“Bir gün Oğuz atay'ın kolunun altında bir Dostoyevski, karşılaştık. Pakize’yle evlenmeye karar verdiği günlerdi. Bu ne demiştim. ‘İnsancıklar ‘ dedi.
‘Pakize’ye okuması için götürüyorum. Okuduktan sonra ona evlenme teklif edecegim.’”
Kitabı okumamdaki tek sebep idi. Bir insanın evlilik gibi önemli bir karara bir kitabı bağlaması, kitabı okumam için yeterli bir sebepti.Yani Oğuz Atay'ın kafasını anlamak için okumaya başladım.

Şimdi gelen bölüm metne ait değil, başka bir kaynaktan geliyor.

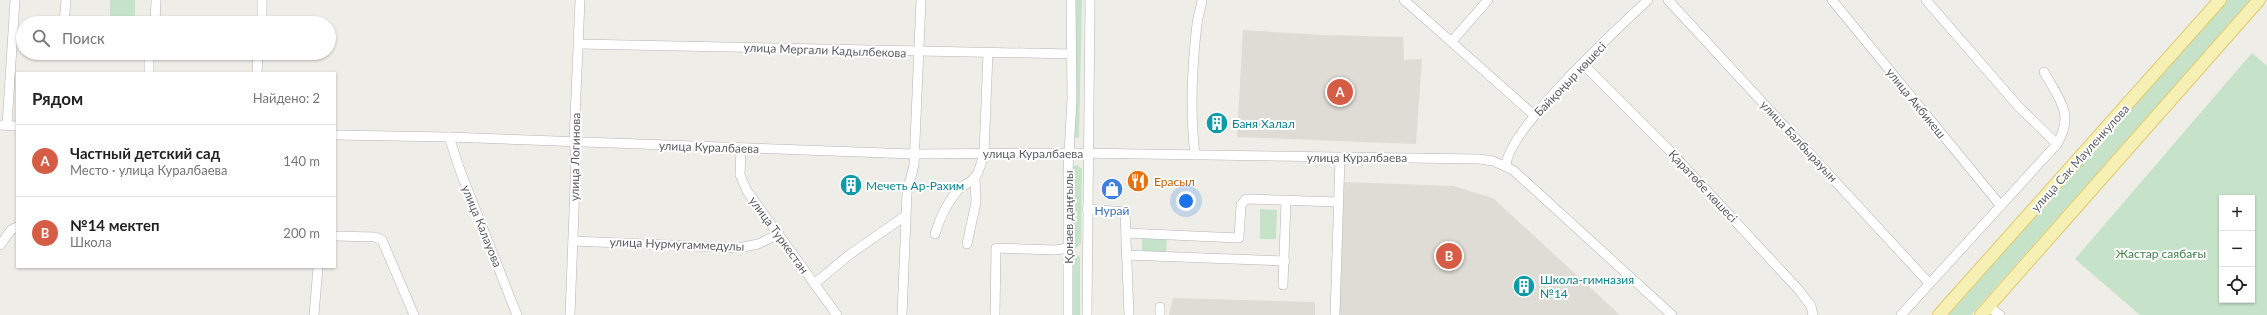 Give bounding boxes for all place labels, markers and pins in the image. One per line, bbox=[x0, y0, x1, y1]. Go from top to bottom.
pin: A bbox=[1327, 77, 1353, 107]
building icon: Баня Халал bbox=[1204, 110, 1230, 136]
place label: Баня Халал bbox=[1232, 116, 1295, 131]
restaurant icon: Ерасыл bbox=[1125, 168, 1151, 194]
building icon: Мечеть Ар-Рахим bbox=[838, 172, 864, 198]
place label: Ерасыл bbox=[1154, 174, 1195, 189]
shop icon: Нурай bbox=[1099, 176, 1125, 202]
place label: Мечеть Ар-Рахим bbox=[866, 178, 964, 193]
place label: Нурай bbox=[1095, 203, 1129, 218]
pin: B bbox=[1436, 241, 1462, 271]
place label: Школа-гимназия №14 bbox=[1540, 272, 1634, 301]
building icon: Школа-гимназия №14 bbox=[1511, 273, 1537, 299] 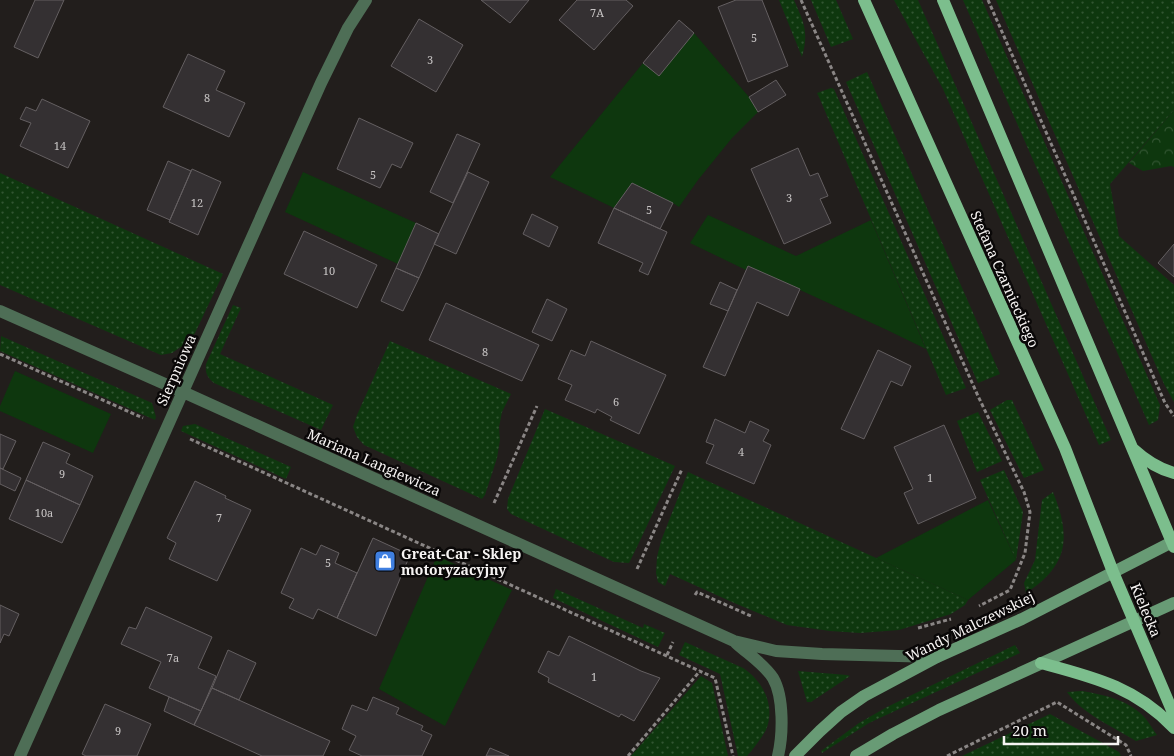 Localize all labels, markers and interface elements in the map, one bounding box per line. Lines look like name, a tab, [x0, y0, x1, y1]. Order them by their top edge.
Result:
house number: 7A	[590, 5, 604, 20]
house number: 5	[751, 30, 757, 45]
house number: 3	[427, 52, 433, 67]
house number: 8	[204, 90, 210, 105]
house number: 14	[54, 138, 66, 153]
house number: 5	[370, 167, 376, 182]
house number: 3	[786, 190, 792, 205]
house number: 12	[191, 195, 203, 210]
house number: 5	[646, 202, 652, 217]
street label: Stefana Czarnieckiego	[966, 208, 1044, 350]
house number: 10	[323, 263, 335, 278]
street label: Sierpniowa	[152, 331, 200, 409]
house number: 8	[482, 344, 488, 359]
house number: 6	[613, 394, 619, 409]
street label: Mariana Langiewicza	[304, 424, 444, 500]
house number: 4	[738, 444, 744, 459]
house number: 9	[59, 466, 65, 481]
house number: 1	[927, 470, 933, 485]
house number: 10a	[35, 505, 53, 520]
house number: 7	[216, 510, 222, 525]
place label: Great-Car - Sklep motoryzacyjny	[401, 544, 521, 579]
shop icon: Great-Car - Sklep motoryzacyjny	[373, 549, 397, 573]
house number: 5	[325, 555, 331, 570]
street label: Kielecka	[1126, 580, 1166, 640]
street label: Wandy Malczewskiej	[903, 587, 1037, 665]
house number: 7a	[167, 650, 179, 665]
house number: 1	[591, 669, 597, 684]
scale bar	[1004, 714, 1118, 746]
text: 20 m	[1012, 720, 1047, 740]
house number: 9	[115, 723, 121, 738] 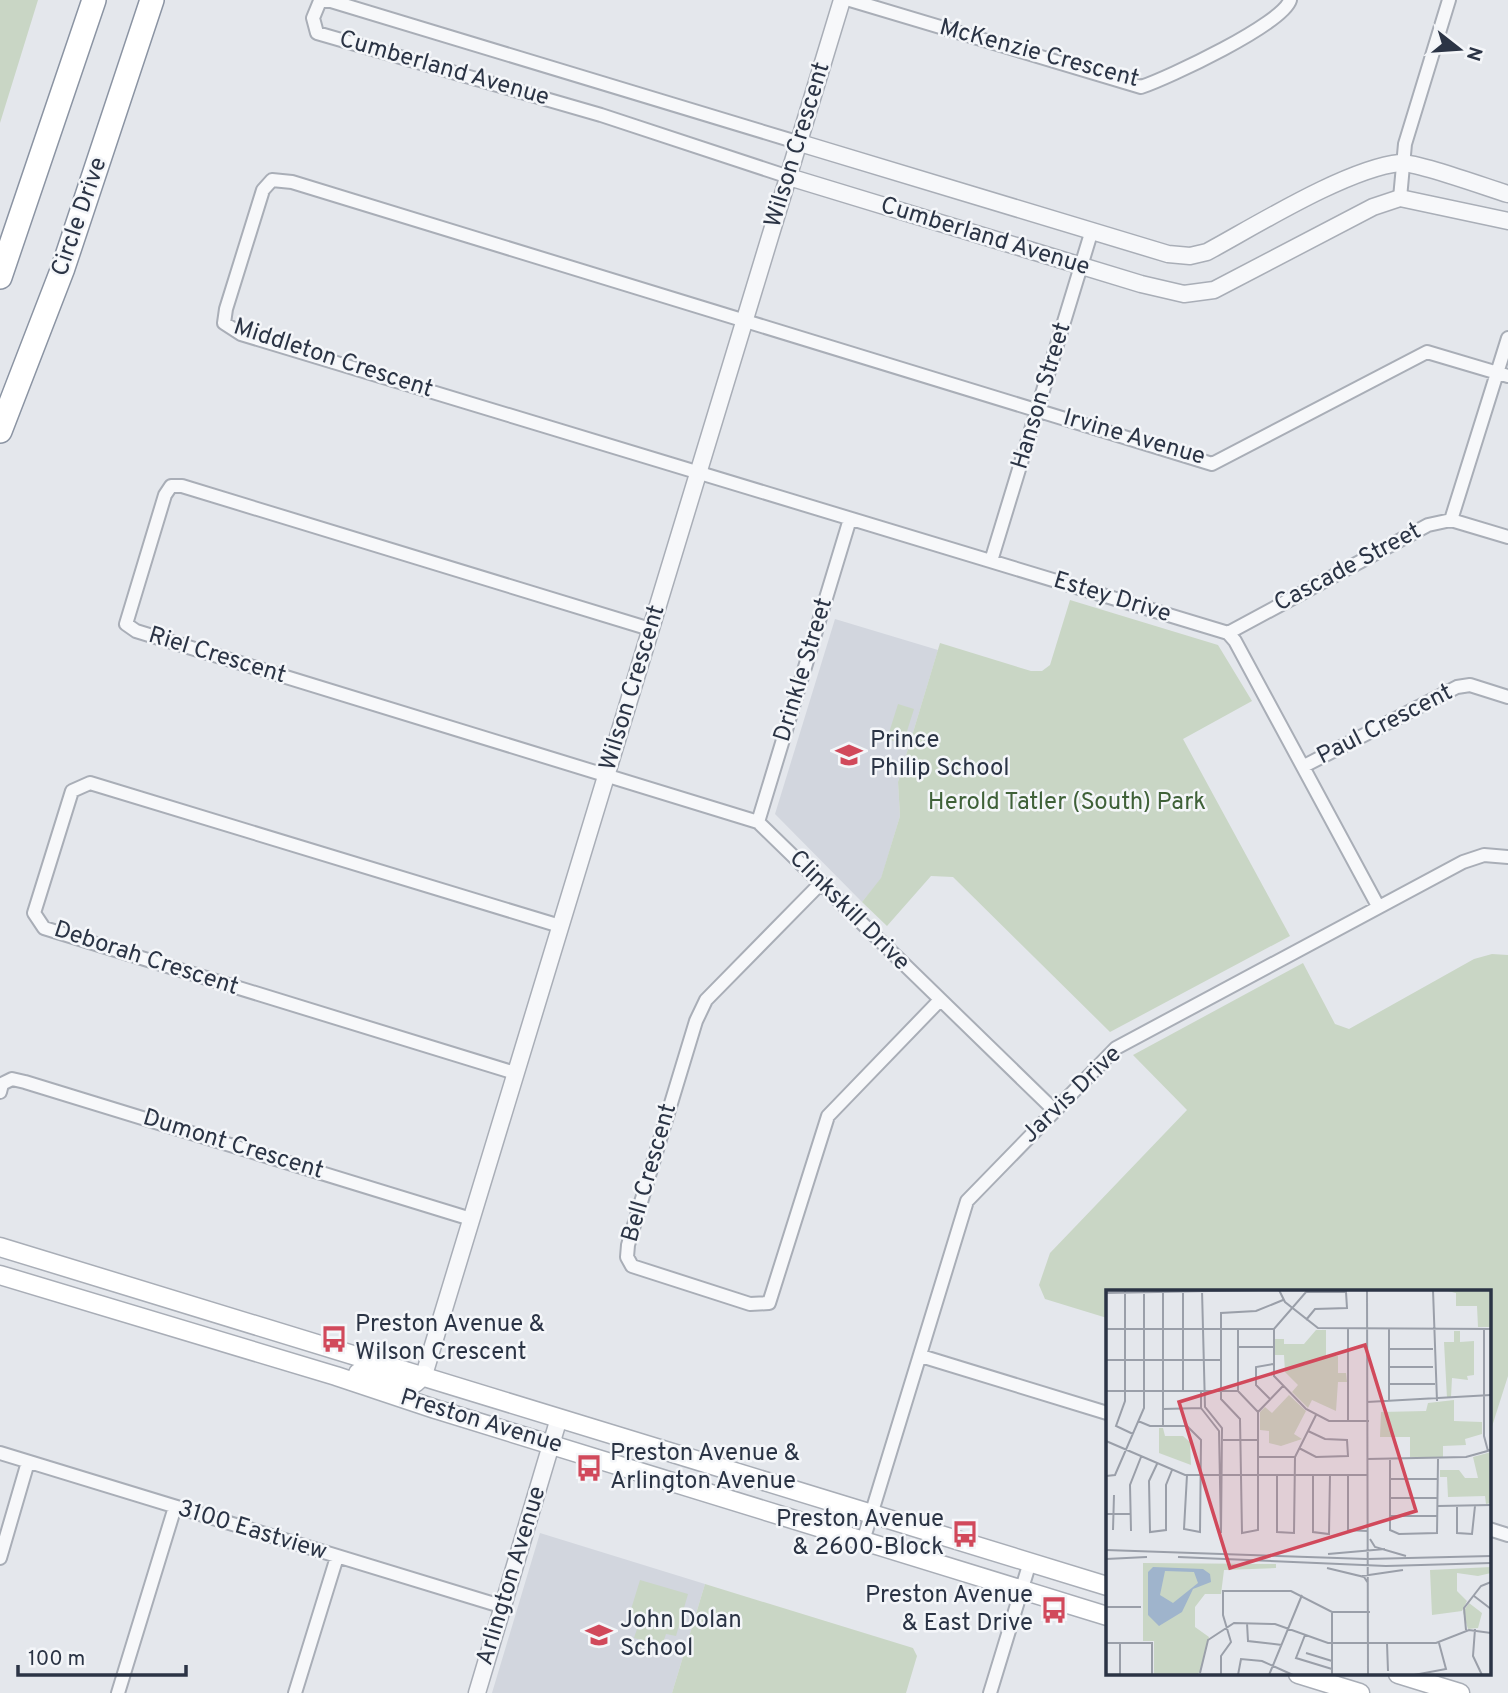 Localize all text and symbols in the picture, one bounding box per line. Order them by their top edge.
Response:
street label: McKenzie Crescent [936,13,1142,95]
north arrow [1424,14,1494,84]
street label: Cumberland Avenue [335,25,553,113]
text: N [1460,43,1487,63]
street label: Wilson Crescent [759,59,837,231]
street label: Circle Drive [46,153,114,281]
street label: Cumberland Avenue [877,191,1093,283]
street label: Middleton Crescent [229,313,437,405]
street label: Hanson Street [1005,319,1079,473]
street label: Irvine Avenue [1059,403,1209,473]
street label: Cascade Street [1269,517,1427,619]
street label: Estey Drive [1050,566,1174,630]
street label: Drinkle Street [768,594,840,746]
street label: Wilson Crescent [594,602,672,774]
street label: Riel Crescent [145,621,289,691]
street label: Paul Crescent [1312,678,1458,772]
place label: Prince Philip School [870,726,1010,784]
school or university icon: Prince Philip School [834,740,864,770]
park label: Herold Tatler (South) Park [928,788,1206,818]
street label: Clinkskill Drive [782,844,916,978]
street label: Deborah Crescent [50,915,242,1003]
street label: Jarvis Drive [1016,1040,1128,1150]
street label: Bell Crescent [616,1100,684,1246]
street label: Dumont Crescent [139,1103,327,1187]
inset map [1106,1290,1490,1676]
place label: Preston Avenue & Wilson Crescent [355,1310,545,1368]
bus stop icon: Preston Avenue & Wilson Crescent [319,1324,349,1354]
street label: Preston Avenue [396,1383,566,1461]
place label: Preston Avenue & Arlington Avenue [610,1439,800,1497]
bus stop icon: Preston Avenue & Arlington Avenue [574,1453,604,1483]
street label: Arlington Avenue [470,1483,554,1669]
street label: 3100 Eastview [174,1494,330,1568]
place label: Preston Avenue & 2600-Block [776,1505,944,1563]
bus stop icon: Preston Avenue & 2600-Block [950,1519,980,1549]
place label: Preston Avenue & East Drive [865,1581,1033,1639]
bus stop icon: Preston Avenue & East Drive [1039,1595,1069,1625]
place label: John Dolan School [620,1606,742,1664]
school or university icon: John Dolan School [584,1620,614,1650]
scale bar [18,1634,186,1678]
text: 100 m [28,1646,85,1673]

Kitap bittiğinde vermek istediği mesajları düşündüm, kitabın değil Oğuz Atay'ın. Benim aklıma iki mesaj geldi. Birincisi, hayatta zaman zaman çok büyük yoksunluklar mevcut olabiliyor (sağlık, para). Kıraç şarkısı gibi annemden kalan bu yüzükle razıysan gel benimle kafası. İkincisi ise Dostoyevski'nin kitapta “Mutsuzluk bulaşıcı bir hastalıktır. Mutsuzlar, zavallılar, daha mutsuz zavallı olmamak için birbirlerinden uzak durmalıdırlar.” O kadar mutluyuz ki , birbirimizden uzak durmamıza gerek yok. Neden evlenmiyoruzu aklıma geldi .
Not : Günümüzde evlenme teklif ederken, evlilik teklifi edeceğiniz kişi edebiyat aşığı değilse bu kitapla hiç o kunulara girmeyim derim ben.